Ebbene si, manca sempre meno al 21 marzo, la primavera si sta avvicinando e presto rincontreremo nuovamente tutte le nostre allergie, per certi versi dimenticate.
Occhi gonfi e lacrimosi, prurito al naso, starnuti, mal di testa… cosa possiamo fare per viverci pienamente questa meravigliosa stagione in totale benessere? Semplice, grazie agli antistaminici sarà possibile.

Gli antistaminici sono una classe di farmaci ad azione antiacida, antinfiammatoria e antiallergica, assunti per contrastare l’attività dell’istamina quando viene prodotta in grandi quantità rispetto a come dovrebbe essere; agiscono quindi occupando i ricettori H di questa sostanza per impedirle di creare legami.
La scoperta di questo alleato contro le tantissime (anche troppe) allergie esistenti si deve a Bovet, nei primi anni ’30.

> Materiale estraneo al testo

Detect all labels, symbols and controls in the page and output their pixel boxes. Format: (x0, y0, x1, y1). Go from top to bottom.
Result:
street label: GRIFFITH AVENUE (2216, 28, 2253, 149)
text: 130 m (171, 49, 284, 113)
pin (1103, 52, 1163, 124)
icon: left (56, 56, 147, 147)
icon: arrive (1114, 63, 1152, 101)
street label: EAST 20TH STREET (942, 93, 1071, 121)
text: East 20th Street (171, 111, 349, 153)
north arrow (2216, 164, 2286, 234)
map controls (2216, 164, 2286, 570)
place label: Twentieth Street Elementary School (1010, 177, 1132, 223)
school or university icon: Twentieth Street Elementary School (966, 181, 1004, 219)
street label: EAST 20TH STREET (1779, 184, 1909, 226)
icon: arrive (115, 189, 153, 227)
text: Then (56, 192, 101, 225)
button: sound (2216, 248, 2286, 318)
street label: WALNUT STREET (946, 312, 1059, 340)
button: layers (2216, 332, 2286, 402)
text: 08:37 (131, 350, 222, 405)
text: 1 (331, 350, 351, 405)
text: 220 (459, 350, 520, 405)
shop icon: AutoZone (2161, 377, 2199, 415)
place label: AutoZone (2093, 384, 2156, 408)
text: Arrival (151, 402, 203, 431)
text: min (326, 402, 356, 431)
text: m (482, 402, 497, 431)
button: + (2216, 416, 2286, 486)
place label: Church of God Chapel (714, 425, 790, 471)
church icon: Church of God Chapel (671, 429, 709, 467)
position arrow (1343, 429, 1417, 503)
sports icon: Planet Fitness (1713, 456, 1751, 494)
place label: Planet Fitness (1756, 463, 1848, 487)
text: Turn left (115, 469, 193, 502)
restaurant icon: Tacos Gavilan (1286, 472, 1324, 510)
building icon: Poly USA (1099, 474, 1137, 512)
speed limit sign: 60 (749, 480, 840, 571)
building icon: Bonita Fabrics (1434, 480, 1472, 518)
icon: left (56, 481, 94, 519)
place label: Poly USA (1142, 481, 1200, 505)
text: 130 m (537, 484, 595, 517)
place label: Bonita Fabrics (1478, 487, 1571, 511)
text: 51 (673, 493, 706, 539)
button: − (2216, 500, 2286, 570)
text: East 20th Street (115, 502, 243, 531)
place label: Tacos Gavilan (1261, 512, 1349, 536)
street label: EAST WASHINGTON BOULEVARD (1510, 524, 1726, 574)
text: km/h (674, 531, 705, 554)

Ma cos’è l’istamina? E’ una sostanza presente particolarmente nello stomaco, nella cute e nei polmoni, contenuta in forma di granuli all’interno delle cellule del sistema immunitario che sono coinvolte nella genesi delle reazioni allergiche.
L’istamina può essere liberata dalle cellule attraverso stimoli di diversa natura quali processi infiammatori, infezioni, traumi o assunzioni di farmaci.

Attenzione! L’istamina, in base alla cellule con cui interagisce, può produrre effetti indesiderati come la tachicardia, i crampi addominali e la diarrea.
Gli antistaminici anti-H1 si distinguono in prima, seconda e terza generazione: i primi sono i classici, quelli maggiormente associati ai rischi di sviluppo di effetti collaterali e vengono proprio utilizzati, a volte, appositamente per risolvere disturbi legati al sonno.

Gli antistaminici di seconda generazione non si associano a particolari effetti collaterali e vengono eliminati con le urine, simili a quelli di terza generazione che risultano però più efficaci e meno rischiosi.
Gli antistaminici dovrebbe essere assunti in forma preventiva o alla comparsa di sintomi tipici delle allergie e per questo possono essere utilizzati solamente nel momento del bisogno.

Tra gli effetti collaterali più conosciuti ci sono: sonnolenza, vertigini, ansia, tremori, sensazione di bocca secca, stanchezza, mal di testa.
Ricordiamo però che è sempre consigliato consultare il foglietto illustrativo che troviamo all’interno della confezione del medicinale perché qualsiasi farmaco antistaminico è controindicato di allergia nota allo stesso principio attivo.

Il vasto mondo del naturale ha preso posto anche in questo campo e propone ottimi rimedi che alleviano i sintomi allergici ma è bene notare che questo non significa che sono più sicuri perché gli effetti indesiderati possono presentarsi ugualmente, è opportuno consultare sempre un medico che possa indirizzarci verso la giusta strada.